Arizona law afforded Miranda the opportunity to contest his driver’s license suspension in a hearing before a state administrative law judge (“ALJ”), which he did. At the hearing, Officer Rush testified that at no point did Miranda change his mind and say that he would take the blood test. The ALJ found Officer Rush sufficiently credible, and found that Miranda declined to submit to the blood test and did not change his mind. The ALJ suspended Miranda’s license for twelve months. Subsequently, Miranda learned of Casa Grande Police Department surveillance video footage that showed him telling Officer McKinney of his willingness to undergo a blood draw. At a second administrative hearing before a different ALJ, the ALJ found that Officer McKinney’s statements were “a clear advisement” that Miranda had recanted his refusal, and had in the end voluntarily submitted to the blood draw. The second ALJ thus voided Miranda’s license suspension.
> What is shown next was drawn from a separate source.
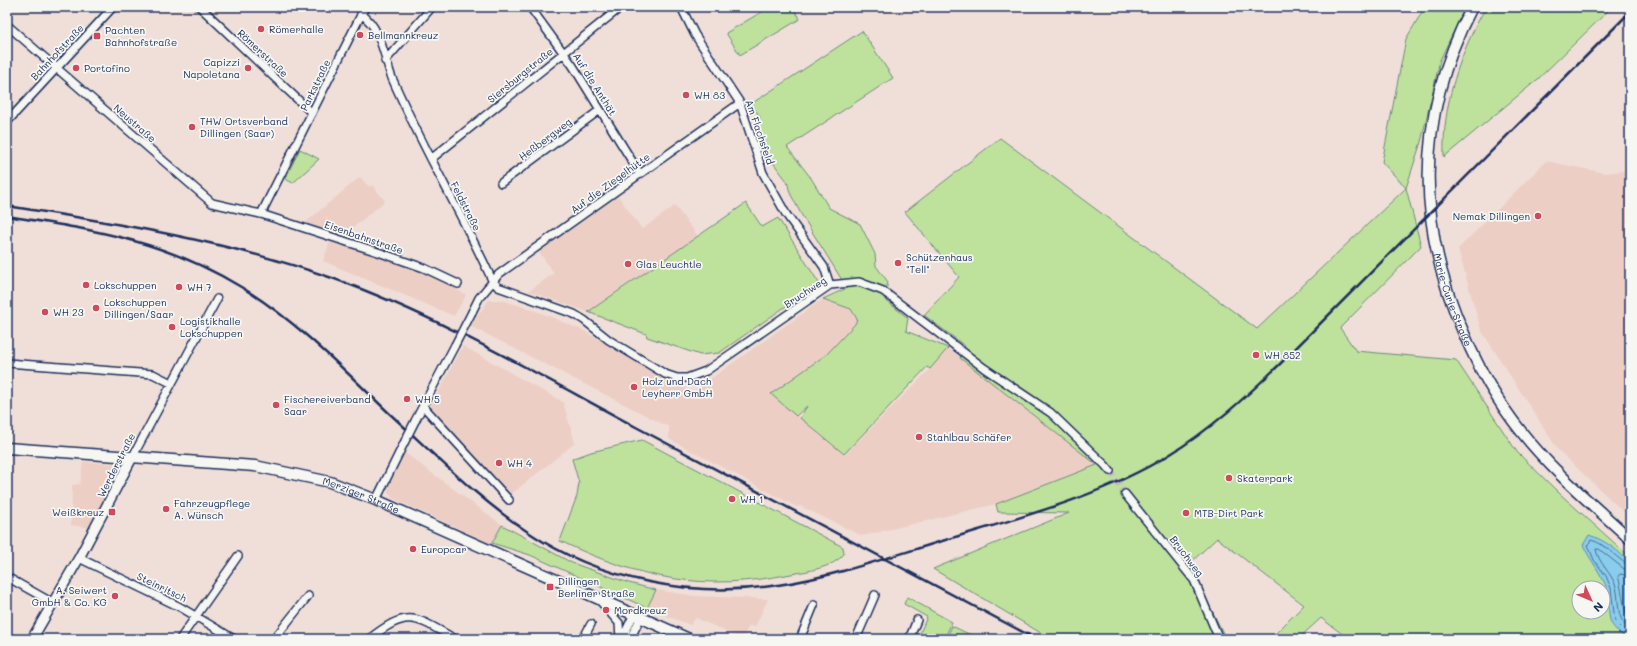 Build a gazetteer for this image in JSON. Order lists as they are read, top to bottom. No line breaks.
{"streets":{"main road":["Marie-Curie-Straße","Merziger Straße"],"street":["Bahnhofstraße","Römerstraße","Siersburgstraße","Auf die Anthät","Parkstraße","Neustraße","Am Flachsfeld","Heßbergweg","Auf die Ziegelhütte","Feldstraße","Eisenbahnstraße","Bruchweg","Werderstraße","Steinritsch"]},"crossings":[["Bahnhofstraße","Neustraße"],["Römerstraße","Parkstraße"],["Siersburgstraße","Auf die Anthät"],["Siersburgstraße","Feldstraße"],["Auf die Anthät","Heßbergweg"],["Auf die Anthät","Auf die Ziegelhütte"],["Parkstraße","Neustraße"],["Parkstraße","Feldstraße"],["Parkstraße","Eisenbahnstraße"],["Neustraße","Eisenbahnstraße"],["Am Flachsfeld","Auf die Ziegelhütte"],["Am Flachsfeld","Bruchweg"],["Auf die Ziegelhütte","Feldstraße"],["Auf die Ziegelhütte","Bruchweg"],["Feldstraße","Bruchweg"],["Werderstraße","Merziger Straße"],["Werderstraße","Steinritsch"]],"places":{"other":["Römerhalle","Bellmannkreuz","Portofino","Capizzi Napoletana","WH 83","THW Ortsverband Dillingen (Saar)","Nemak Dillingen","Schützenhaus \"Tell\"","Glas Leuchtle","Lokschuppen","WH 7","Lokschuppen Dillingen/Saar","WH 23","Logistikhalle Lokschuppen","WH 852","Holz und Dach Leyherr GmbH","WH 5","Fischereiverband Saar","Stahlbau Schäfer","WH 4","Skaterpark","WH 1","Fahrzeugpflege A. Wünsch","MTB-Dirt Park","Europcar","A. Seiwert GmbH & Co. KG","Mordkreuz"],"transit":["Pachten Bahnhofstraße","Weißkreuz","Dillingen Berliner Straße"]},"north":"bottom right"} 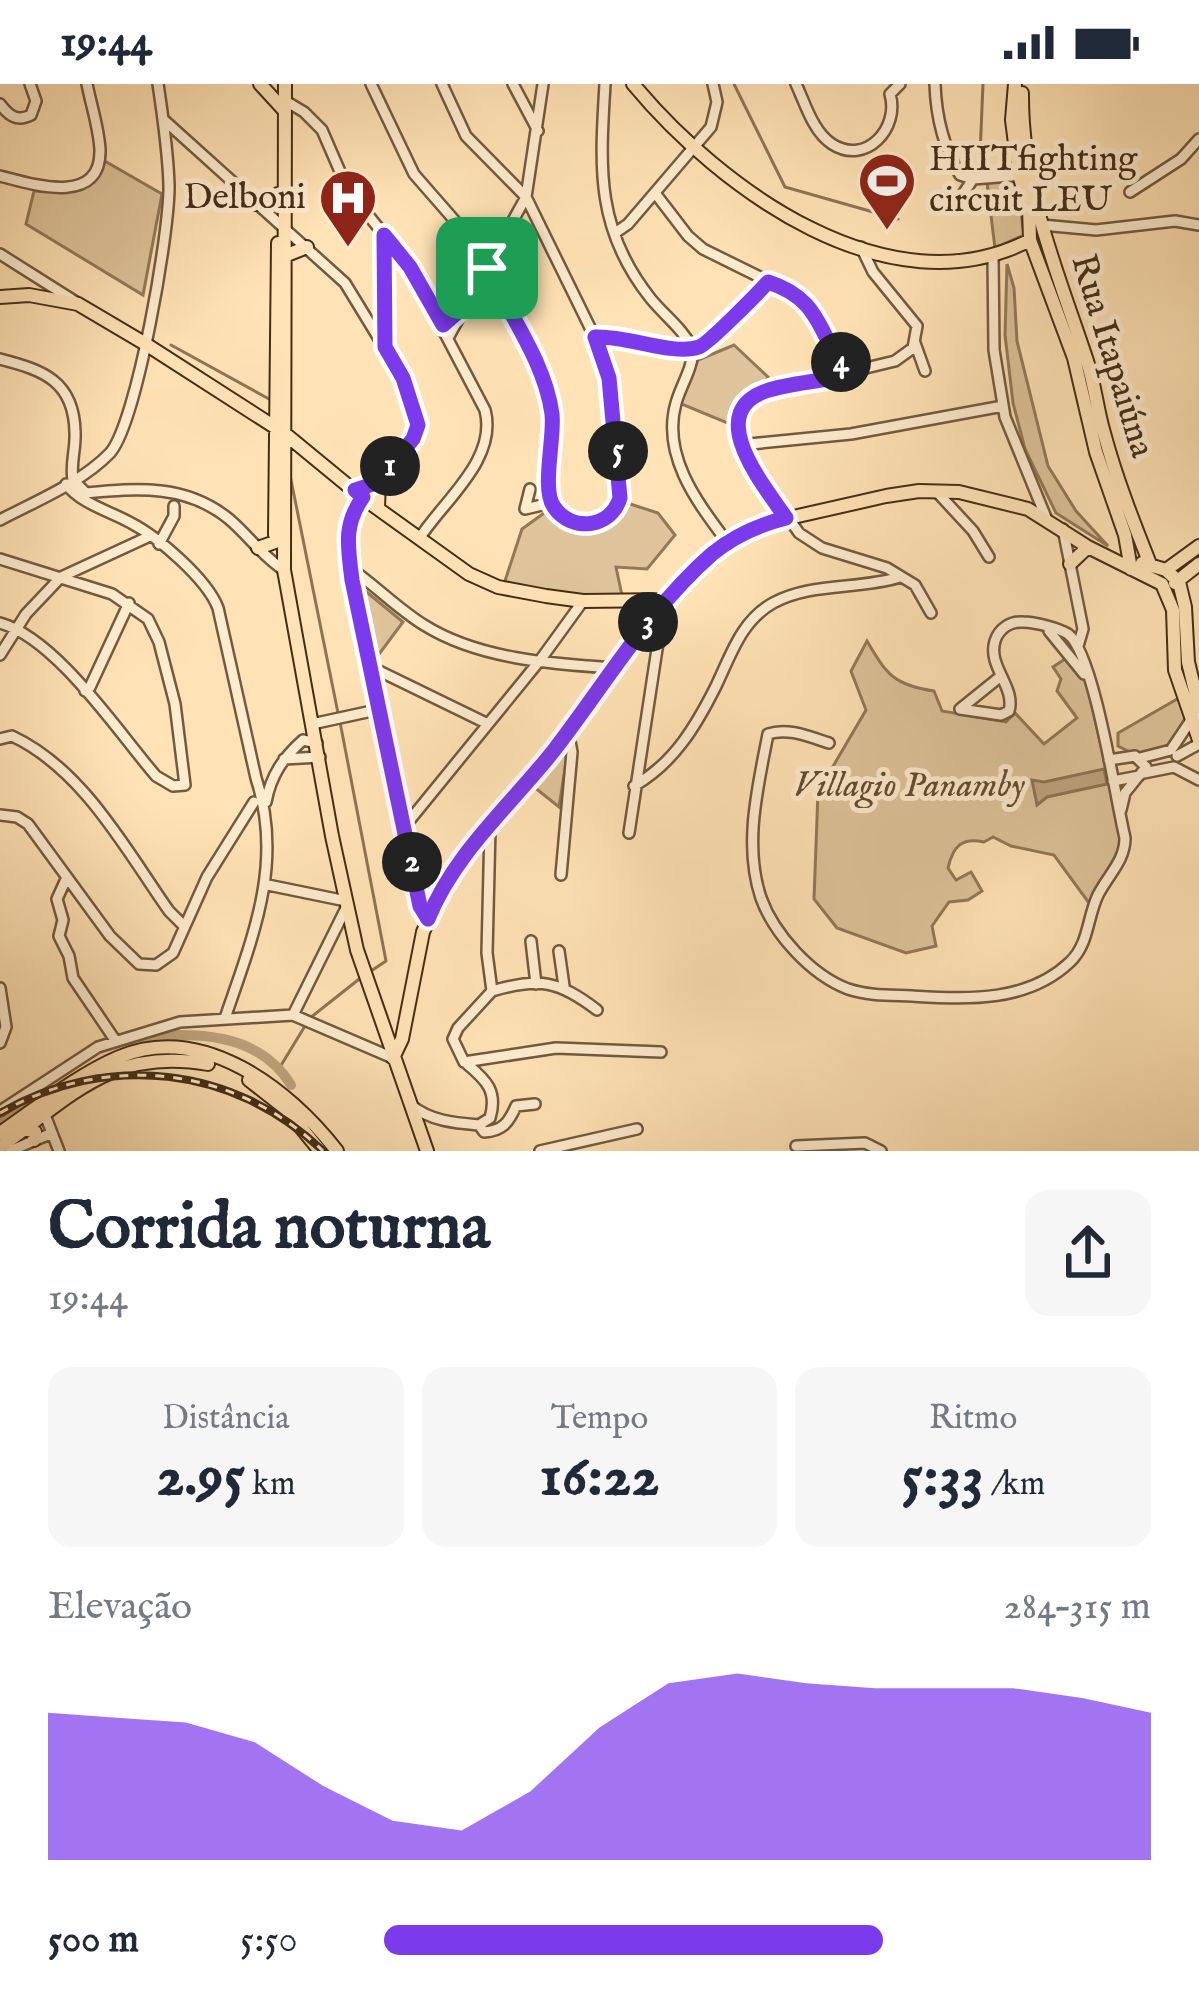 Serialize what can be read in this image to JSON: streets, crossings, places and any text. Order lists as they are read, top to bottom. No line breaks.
{"streets":{"main road":["Rua Itapaiúna"]},"parks":["Villagio Panamby"],"places":{"sports":["HIITfighting circuit LEU"],"hospital":["Delboni"]},"page":{"status":"19:44","pins":["4","5","1","3","2"],"heading":["Corrida noturna","19:44"],"stats":[["Distância","2.95 km"],["Tempo","16:22"],["Ritmo","5:33 /km"]],"chart":["Elevação","284–315 m"],"list":[{"name":"500 m","note":"5:50"}]}}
Miranda sued the City of Casa Grande and Officer Rush, alleging several claims under state law, and a 42 U.S.C. section 1983 count against Officer Rush. Miranda alleged that Rush lied under oath to the ALJ, and thereby deprived Miranda of his right to procedural due process under the Fourteenth Amendment. A federal District Court granted the defendants summary judgment on the Section 1983 claim, and remanded remaining state law claims to state court. Miranda appealed, arguing that Officer Rush’s “deliberately false testimony” violated due process because it led to the temporary suspension of his driver’s license.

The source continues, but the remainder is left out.